Allocation randomized
Endpoint classification safety/efficacy study
Intervention model parallel assignment
Masking double blind (subject, caregiver, investigator)
Primary purpose treatment
Arm
(Active Comparator)
Atomoxetine + Parent Management Training
atomoxetine
atomoxetine
parent management training
(Active Comparator)
Atomoxetine without Parent Management Training
atomoxetine
atomoxetine
(Placebo Comparator)
Placebo + Parent Management Training
placebo
Placebo + parent magagement treatment
parent management training
(Placebo Comparator)
Placebo without Parent Management Training
placebo
Placebo + parent magagement treatment

Primary Outcomes

Measure
Effectiveness of atomoxetine vs Placebo for children with Autism or PDDNOS who exhibit symptoms of ADHD
time frame: 10 weeks

Secondary Outcomes

Measure
Compare effectiveness of atomoxetine + PMT relative to atomoxetine alone in children who exhibit symptoms of ADHD
time frame: 10 weeks

Eligibility Criteria

Male or female participants from 5 years up to 14 years old.

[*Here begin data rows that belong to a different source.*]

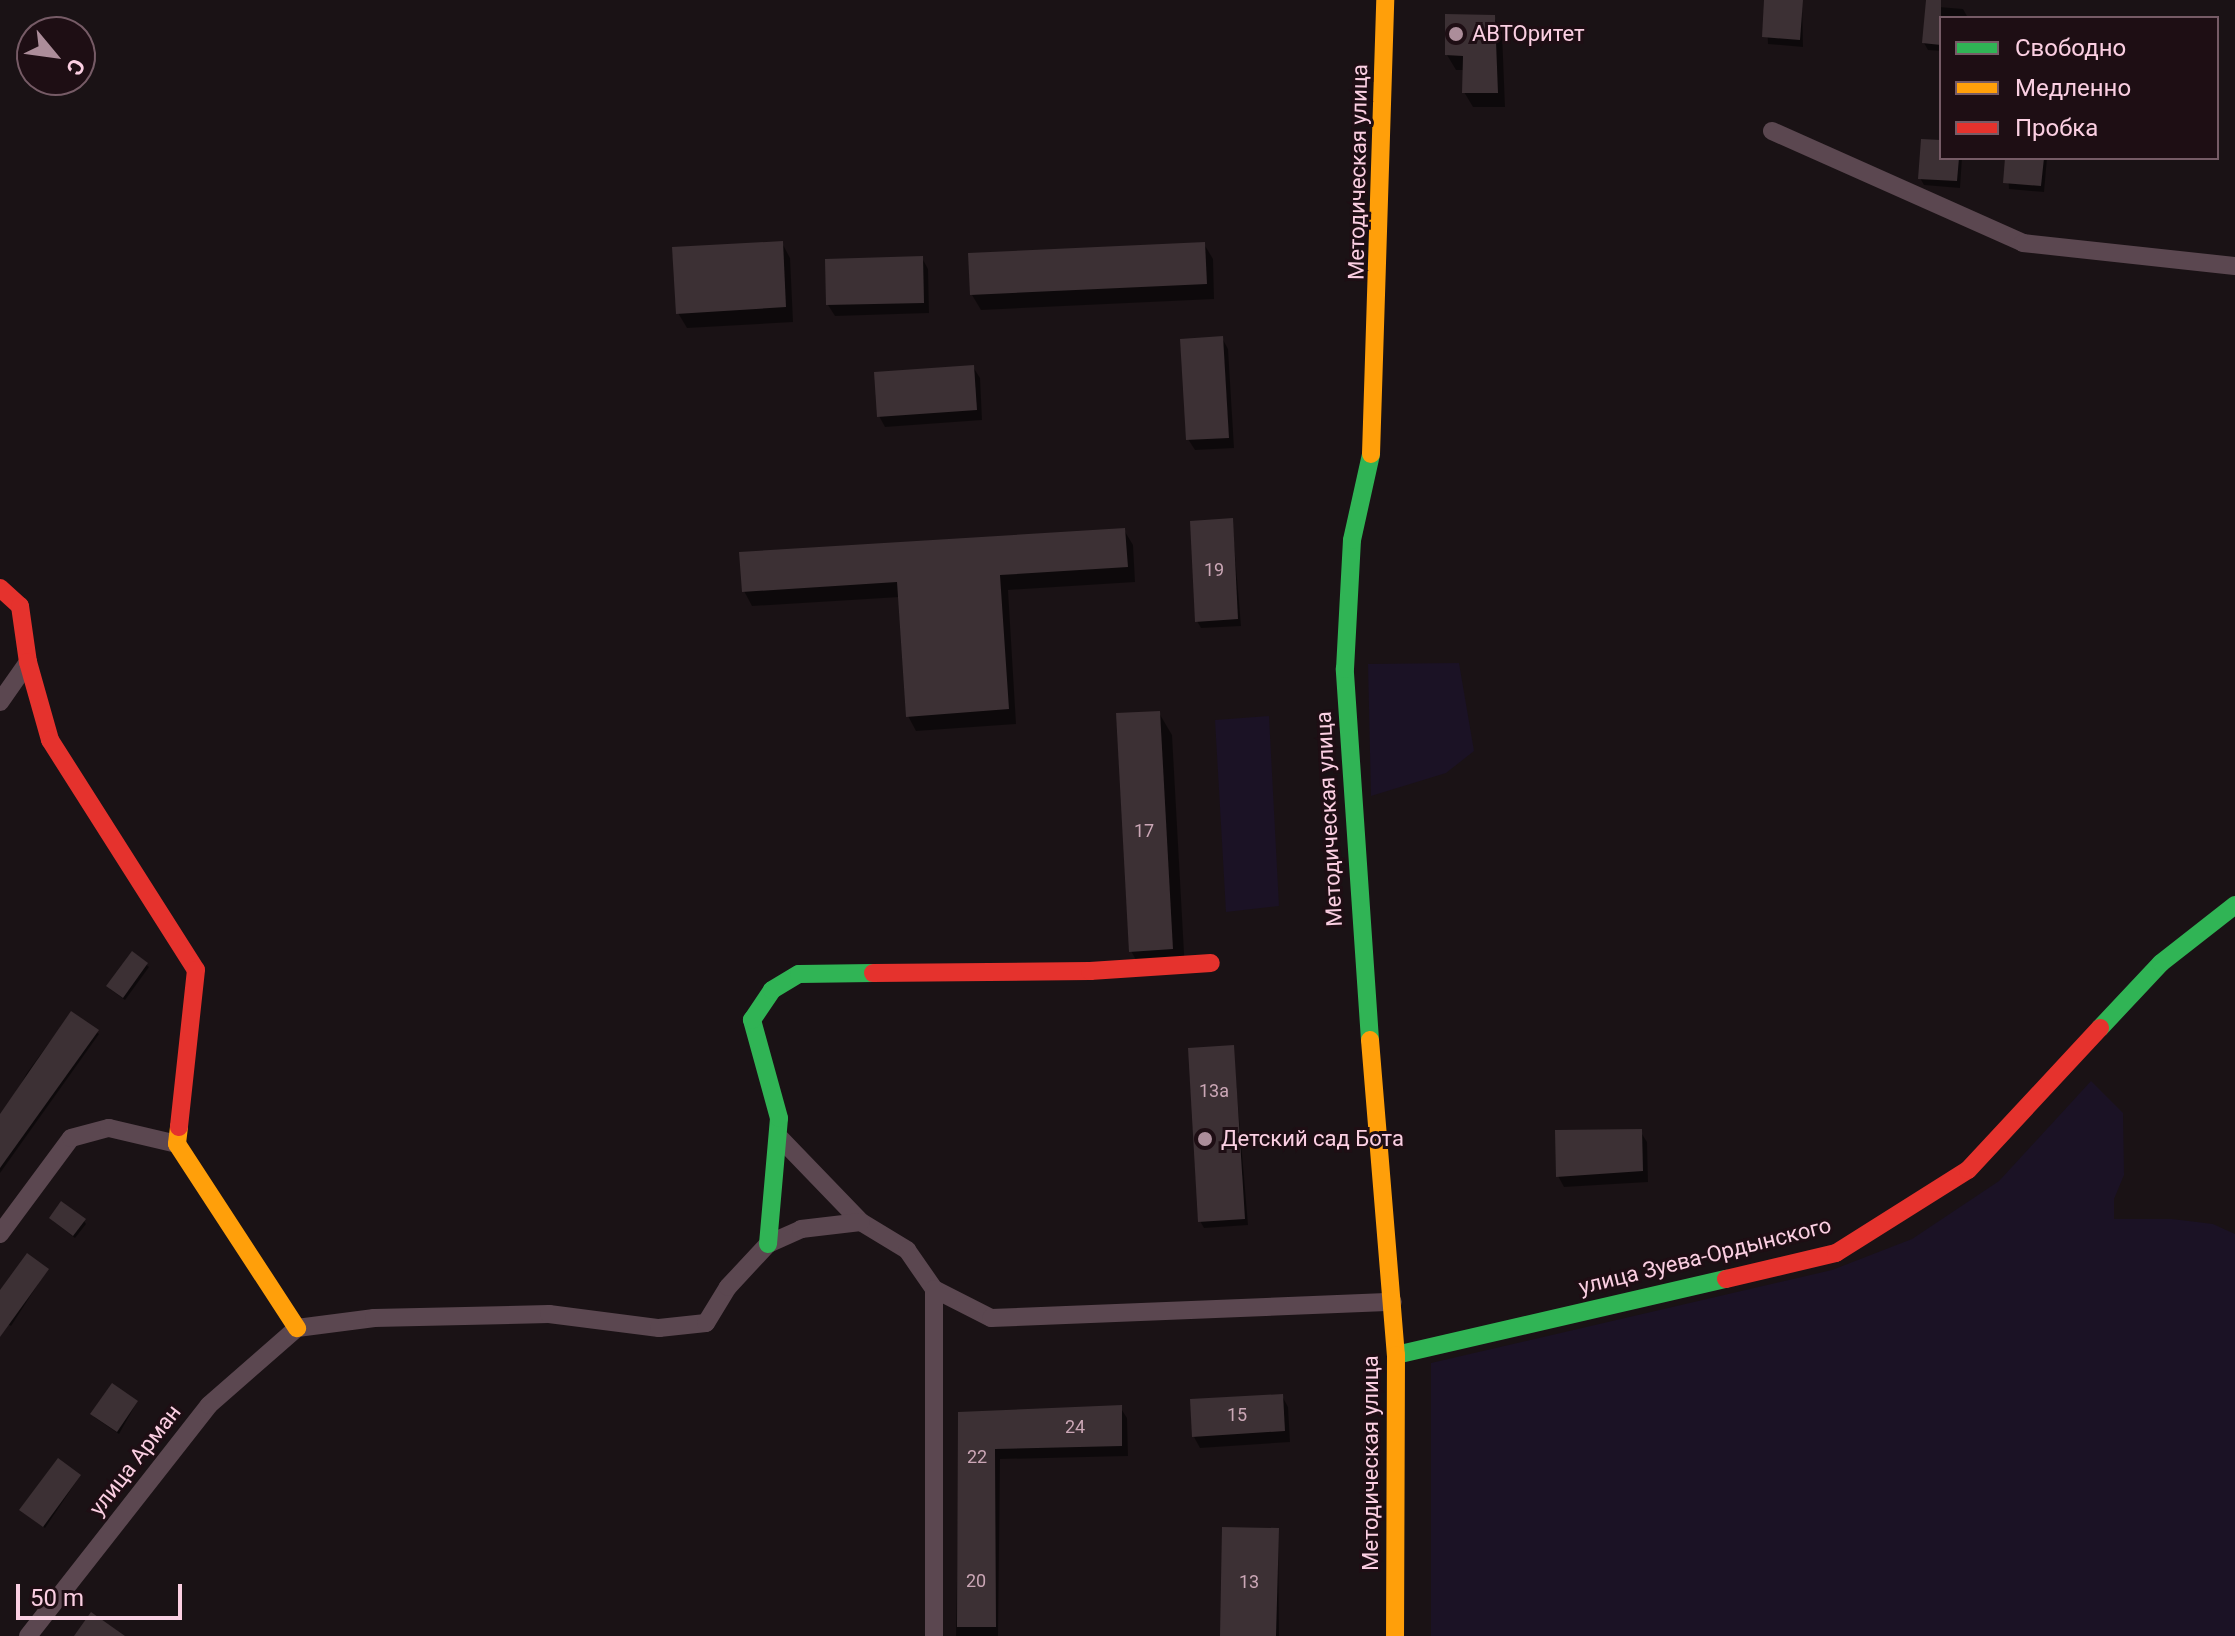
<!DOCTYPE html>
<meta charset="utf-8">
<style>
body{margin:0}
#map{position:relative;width:2235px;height:1636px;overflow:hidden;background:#1a1215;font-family:Roboto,sans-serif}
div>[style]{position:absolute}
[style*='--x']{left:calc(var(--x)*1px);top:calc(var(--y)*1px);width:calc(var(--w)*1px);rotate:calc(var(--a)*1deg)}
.green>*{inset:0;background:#1b1225}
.shadow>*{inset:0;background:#0007}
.building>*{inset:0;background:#3c3034}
.street>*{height:18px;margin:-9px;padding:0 9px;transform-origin:9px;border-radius:9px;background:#5b4750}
.fast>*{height:18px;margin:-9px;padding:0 9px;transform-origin:9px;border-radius:9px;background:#30b455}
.slow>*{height:18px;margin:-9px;padding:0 9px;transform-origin:9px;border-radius:9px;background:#ff9f0a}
.jam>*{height:18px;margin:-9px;padding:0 9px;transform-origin:9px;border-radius:9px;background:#e5322d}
.dots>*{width:22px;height:22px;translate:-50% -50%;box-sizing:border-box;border:4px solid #1e0e14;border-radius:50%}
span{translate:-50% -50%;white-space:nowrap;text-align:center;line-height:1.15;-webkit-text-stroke:6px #1e0e14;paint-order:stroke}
.number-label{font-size:18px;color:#cba7b6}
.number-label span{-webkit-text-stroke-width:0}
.poi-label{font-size:22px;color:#fbcfe2}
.left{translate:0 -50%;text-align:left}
.street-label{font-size:22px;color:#fbcfe2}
.legend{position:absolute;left:1939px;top:16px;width:280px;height:144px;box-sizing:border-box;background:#1e0e14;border:2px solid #765b66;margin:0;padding:10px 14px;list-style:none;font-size:24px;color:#fbcfe2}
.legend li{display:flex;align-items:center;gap:16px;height:40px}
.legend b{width:40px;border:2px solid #765b66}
.north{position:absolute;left:16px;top:16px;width:80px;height:80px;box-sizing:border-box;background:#1e0e14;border:2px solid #765b66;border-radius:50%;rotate:119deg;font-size:22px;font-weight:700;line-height:32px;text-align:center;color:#fbcfe2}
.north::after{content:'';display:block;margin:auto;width:28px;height:36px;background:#ac8d9a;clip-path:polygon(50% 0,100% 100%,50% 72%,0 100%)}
.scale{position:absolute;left:16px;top:1584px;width:166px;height:36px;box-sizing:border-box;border:4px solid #fbcfe2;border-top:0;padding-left:10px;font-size:24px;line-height:28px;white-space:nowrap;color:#fbcfe2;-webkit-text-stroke:6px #1e0e14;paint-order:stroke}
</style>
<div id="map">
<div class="green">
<i style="clip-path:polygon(1459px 663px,1474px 751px,1446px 773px,1371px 796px,1368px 664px)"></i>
<i style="clip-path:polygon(1269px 716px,1279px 906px,1226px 912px,1215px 720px)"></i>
<i style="clip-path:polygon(2091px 1081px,2123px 1113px,2124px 1175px,2114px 1199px,2114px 1219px,2172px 1219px,2213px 1224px,2235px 1234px,2235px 1636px,1431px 1636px,1431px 1363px,1832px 1270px,1912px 1239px,1999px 1181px)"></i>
</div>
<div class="shadow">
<i style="clip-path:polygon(1766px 0,1802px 3px,1803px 47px,1768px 44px)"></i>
<i style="clip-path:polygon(1927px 6px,1963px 9px,1967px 16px,1941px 18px,1941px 51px,1928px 50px,1924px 43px)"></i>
<i style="clip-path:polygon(1494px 17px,1502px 32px,1505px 107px,1473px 107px,1464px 92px,1464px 70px,1456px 70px,1447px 55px)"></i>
<i style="clip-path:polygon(1941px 142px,1941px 158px,1962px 158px,1960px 188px,1924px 185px,1920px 178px)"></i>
<i style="clip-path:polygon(2007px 158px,2047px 158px,2044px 192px,2009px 189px)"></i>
<i style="clip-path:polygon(782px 243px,790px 258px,793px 322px,687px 328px,678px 313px)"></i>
<i style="clip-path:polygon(1204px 244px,1213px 259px,1214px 299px,981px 310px,972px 295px)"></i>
<i style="clip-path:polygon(922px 258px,928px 269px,929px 313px,835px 316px,828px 305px)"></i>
<i style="clip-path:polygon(1222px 338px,1228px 349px,1234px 448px,1195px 450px,1188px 439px)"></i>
<i style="clip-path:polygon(973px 367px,980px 378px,982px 420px,885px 427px,879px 416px)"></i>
<i style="clip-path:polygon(1232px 520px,1241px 626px,1201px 628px,1197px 621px)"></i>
<i style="clip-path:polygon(1124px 530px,1133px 545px,1135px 582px,1008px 590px,1016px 724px,916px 731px,908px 716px,900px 597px,752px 606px,744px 591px)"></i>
<i style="clip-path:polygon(1159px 713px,1172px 735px,1185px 971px,1144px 974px,1131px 951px)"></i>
<i style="clip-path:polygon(132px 954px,149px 967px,125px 1000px,110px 989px)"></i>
<i style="clip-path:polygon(71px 1013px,99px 1034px,0 1173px,0 1122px,27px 1073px)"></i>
<i style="clip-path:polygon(1233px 1047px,1248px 1225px,1204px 1228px,1200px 1221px)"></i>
<i style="clip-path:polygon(1640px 1131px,1647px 1142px,1648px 1182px,1564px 1187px,1558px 1176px)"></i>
<i style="clip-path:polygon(53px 1221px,84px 1221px,86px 1224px,75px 1238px)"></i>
<i style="clip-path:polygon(47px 1270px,11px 1326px,0 1319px,0 1291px)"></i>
<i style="clip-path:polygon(1282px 1396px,1288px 1407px,1290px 1442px,1200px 1448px,1194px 1437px)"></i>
<i style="clip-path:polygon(137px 1402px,119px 1434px,94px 1417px)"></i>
<i style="clip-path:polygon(1120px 1407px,1127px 1418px,1128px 1456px,1000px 1459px,998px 1636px,956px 1636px,960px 1414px)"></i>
<i style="clip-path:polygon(80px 1476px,45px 1528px,23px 1512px)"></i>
<i style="clip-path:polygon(1278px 1530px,1279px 1636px,1222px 1636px)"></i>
</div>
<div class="building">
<i style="clip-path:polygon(1764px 0,1803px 0,1800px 40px,1762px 37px)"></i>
<i style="clip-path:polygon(1926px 0,1941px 0,1941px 45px,1922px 43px)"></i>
<i style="clip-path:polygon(1445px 14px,1495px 15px,1498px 93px,1462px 93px,1463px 56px,1445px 55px)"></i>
<i style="clip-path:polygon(1921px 139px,1941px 140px,1941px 158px,1959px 158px,1957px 181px,1918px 179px)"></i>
<i style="clip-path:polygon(2005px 158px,2044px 158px,2041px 186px,2003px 183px)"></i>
<i style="clip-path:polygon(783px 241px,786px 307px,676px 314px,672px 247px)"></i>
<i style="clip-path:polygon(1205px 242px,1207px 284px,970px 295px,968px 253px)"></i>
<i style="clip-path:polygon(923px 256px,924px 303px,826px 305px,825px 259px)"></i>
<i style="clip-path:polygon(1223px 336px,1229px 438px,1186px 440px,1180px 339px)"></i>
<i style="clip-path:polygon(974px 365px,977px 410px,877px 417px,874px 372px)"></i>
<i style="clip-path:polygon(1233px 518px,1238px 619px,1195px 622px,1190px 521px)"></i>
<i style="clip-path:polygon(1125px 528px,1128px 567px,1000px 575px,1009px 709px,906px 717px,897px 582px,742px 592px,739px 552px)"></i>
<i style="clip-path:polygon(1160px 711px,1173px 949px,1129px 952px,1116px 713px)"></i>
<i style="clip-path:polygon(132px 951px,148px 963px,123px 998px,106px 986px)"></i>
<i style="clip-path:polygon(71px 1011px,99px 1030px,0 1168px,0 1114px)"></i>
<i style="clip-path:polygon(1234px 1045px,1245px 1219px,1198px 1222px,1188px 1048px)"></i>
<i style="clip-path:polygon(1642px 1129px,1643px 1171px,1556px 1177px,1555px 1130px)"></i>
<i style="clip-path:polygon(61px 1201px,86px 1219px,73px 1236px,49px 1218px)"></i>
<i style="clip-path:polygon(27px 1253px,49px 1269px,0 1337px,0 1290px)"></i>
<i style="clip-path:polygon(112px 1383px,138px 1401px,117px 1432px,90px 1414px)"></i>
<i style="clip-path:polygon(1283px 1394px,1285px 1431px,1192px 1437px,1190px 1399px)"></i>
<i style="clip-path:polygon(1122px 1405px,1122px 1446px,995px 1449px,996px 1627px,957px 1627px,958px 1412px)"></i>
<i style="clip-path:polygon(58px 1458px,81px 1475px,43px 1527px,19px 1510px)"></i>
<i style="clip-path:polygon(1222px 1527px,1279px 1528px,1276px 1636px,1220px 1636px)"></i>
<i style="clip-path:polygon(91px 1612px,125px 1636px,74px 1636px)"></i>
</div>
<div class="street">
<i style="--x:1772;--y:131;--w:275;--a:24"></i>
<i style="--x:2023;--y:243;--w:213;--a:6.2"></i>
<i style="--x:0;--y:702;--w:49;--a:-55"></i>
<i style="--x:780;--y:1138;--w:117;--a:46"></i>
<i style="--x:861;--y:1222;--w:54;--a:31.3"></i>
<i style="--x:907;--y:1250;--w:47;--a:55.3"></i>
<i style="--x:934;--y:1289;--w:64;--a:27"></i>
<i style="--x:991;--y:1318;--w:402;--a:-2.3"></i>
<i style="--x:0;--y:1234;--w:119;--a:-53.5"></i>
<i style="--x:71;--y:1138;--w:39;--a:-15"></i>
<i style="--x:109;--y:1128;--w:70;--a:13.2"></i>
<i style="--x:934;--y:1289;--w:347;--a:90"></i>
<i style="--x:28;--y:1636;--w:293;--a:-51.9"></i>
<i style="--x:209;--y:1405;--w:117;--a:-41.2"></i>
<i style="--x:297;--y:1328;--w:78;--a:-7.4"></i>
<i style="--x:374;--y:1318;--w:175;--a:-1.3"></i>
<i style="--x:549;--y:1314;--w:111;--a:7.3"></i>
<i style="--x:659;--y:1328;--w:47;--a:-6.1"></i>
<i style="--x:706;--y:1323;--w:42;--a:-58.6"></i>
<i style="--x:728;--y:1287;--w:59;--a:-47.1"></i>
<i style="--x:768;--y:1244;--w:36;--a:-24"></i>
<i style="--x:801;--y:1229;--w:60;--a:-6.7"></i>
</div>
<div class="fast">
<i style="--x:2100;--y:1028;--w:89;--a:-46.8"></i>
<i style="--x:2161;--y:963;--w:94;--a:-38.1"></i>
<i style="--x:1370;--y:1040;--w:372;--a:-93.9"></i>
<i style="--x:1345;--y:669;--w:129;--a:-86.9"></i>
<i style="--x:1352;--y:540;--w:88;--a:-77.5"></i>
<i style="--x:768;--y:1244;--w:126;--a:-85"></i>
<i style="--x:779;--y:1118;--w:102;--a:-105.4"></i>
<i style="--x:752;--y:1020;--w:36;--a:-56"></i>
<i style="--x:772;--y:990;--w:31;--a:-31"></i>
<i style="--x:799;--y:974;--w:74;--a:-0.8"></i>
<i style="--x:1396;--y:1355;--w:339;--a:-13"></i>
</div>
<div class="slow">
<i style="--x:1371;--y:454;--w:454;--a:-88.2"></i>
<i style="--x:1370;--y:1040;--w:316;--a:85.3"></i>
<i style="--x:1396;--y:1355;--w:281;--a:90.2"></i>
<i style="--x:179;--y:1127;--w:17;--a:97"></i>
<i style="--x:177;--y:1144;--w:220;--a:56.9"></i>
</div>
<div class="jam">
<i style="--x:0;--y:588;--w:27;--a:42"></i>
<i style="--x:20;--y:606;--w:57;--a:81.9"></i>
<i style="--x:28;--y:662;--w:81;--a:74.2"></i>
<i style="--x:50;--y:740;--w:272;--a:57.6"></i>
<i style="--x:196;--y:970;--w:158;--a:96.2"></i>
<i style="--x:873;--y:973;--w:217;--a:-0.5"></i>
<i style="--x:1090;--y:971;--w:121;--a:-3.8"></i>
<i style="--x:1726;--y:1279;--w:113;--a:-13.3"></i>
<i style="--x:1836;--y:1253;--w:156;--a:-32.2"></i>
<i style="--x:1968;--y:1170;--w:194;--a:-47.1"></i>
</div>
<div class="dots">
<i style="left:1456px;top:34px;background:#ac8d9a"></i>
<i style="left:1205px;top:1139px;background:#ac8d9a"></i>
</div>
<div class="number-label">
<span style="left:1214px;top:570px">19</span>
<span style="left:1144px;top:831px">17</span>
<span style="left:1214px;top:1091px">13а</span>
<span style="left:1237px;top:1415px">15</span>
<span style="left:1075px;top:1427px">24</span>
<span style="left:977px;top:1457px">22</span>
<span style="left:976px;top:1581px">20</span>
<span style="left:1249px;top:1582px">13</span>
</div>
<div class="poi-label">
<span class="left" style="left:1472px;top:34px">АВТОритет</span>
<span class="left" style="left:1221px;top:1139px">Детский сад Бота</span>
</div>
<div class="street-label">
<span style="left:1358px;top:172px;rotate:-89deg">Методическая улица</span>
<span style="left:1329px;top:819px;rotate:-93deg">Методическая улица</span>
<span style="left:1705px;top:1256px;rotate:-14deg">улица Зуева-Ордынского</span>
<span style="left:135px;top:1460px;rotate:-52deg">улица Арман</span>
<span style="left:1371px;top:1463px;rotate:-90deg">Методическая улица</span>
</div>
<ul class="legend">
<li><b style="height:10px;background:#30b455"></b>Свободно</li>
<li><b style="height:10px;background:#ff9f0a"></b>Медленно</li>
<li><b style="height:10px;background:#e5322d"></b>Пробка</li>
</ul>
<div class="north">С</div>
<div class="scale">50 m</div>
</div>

Inclusion Criteria: - Children 5 yrs to 14 years 11 mos with clinical diagnosis of Autism, Asperger's Disorder, or PDDNOS based upon the ADI-R and clinical evaluation by DSM-IV criteria, - Mental age equal to or greater than 24 months, - ADHD symptoms based upon the CASI and clinical confirmed diagnosis, - CGIS-S rating of 4 or grater for ADHD symptoms, - A mean item score of >1.5 on both the Parent and Teacher (non-parent caregiver) SNAP-IV 18 ADHD symptoms or the 9-symptom hyperactive-impulsive subscale (symptoms must be cross-situational), - Reliable care provider available to bring subject to clinic visits and weekly sessions. Exclusion Criteria: - DSM-IV diagnosis of schizophrenia, schizoaffective disorder psychotic disorder NOS,bipolar disorder, or major depression (if accompanied by a family history of bipolar disorder) based upon evidence of suicidality, CASI, and clinical interview/history, - Prior failed adequate trial of atomoxetine, - Use of other psychotropic medications that produce CNS effects, - Diagnosis of bipolar disorder, major depression, hypertension, cardiovascular disease, narrow angle glaucoma, other significant physical illness, - Pregnancy or sexually active females (intercourse in the past 6 months, reported by either the subject or caregiver), - Currently on effective medication treatment for ADHD, - Prior involvement in Parent Management Training or other similar program, - Currently on albuterol or taking beta blockers, - Taking supplements or other complementary medical treatments where dose cannot be held at current level for duration of study

Additional Information

Official title Atomoxetine, Placebo and Parent Management Training in Autism
Principal investigator Benjamin Handen, PhD
Trial information was received from ClinicalTrials.gov and was last updated in January 2014.
Information provided to ClinicalTrials.gov by University of Rochester.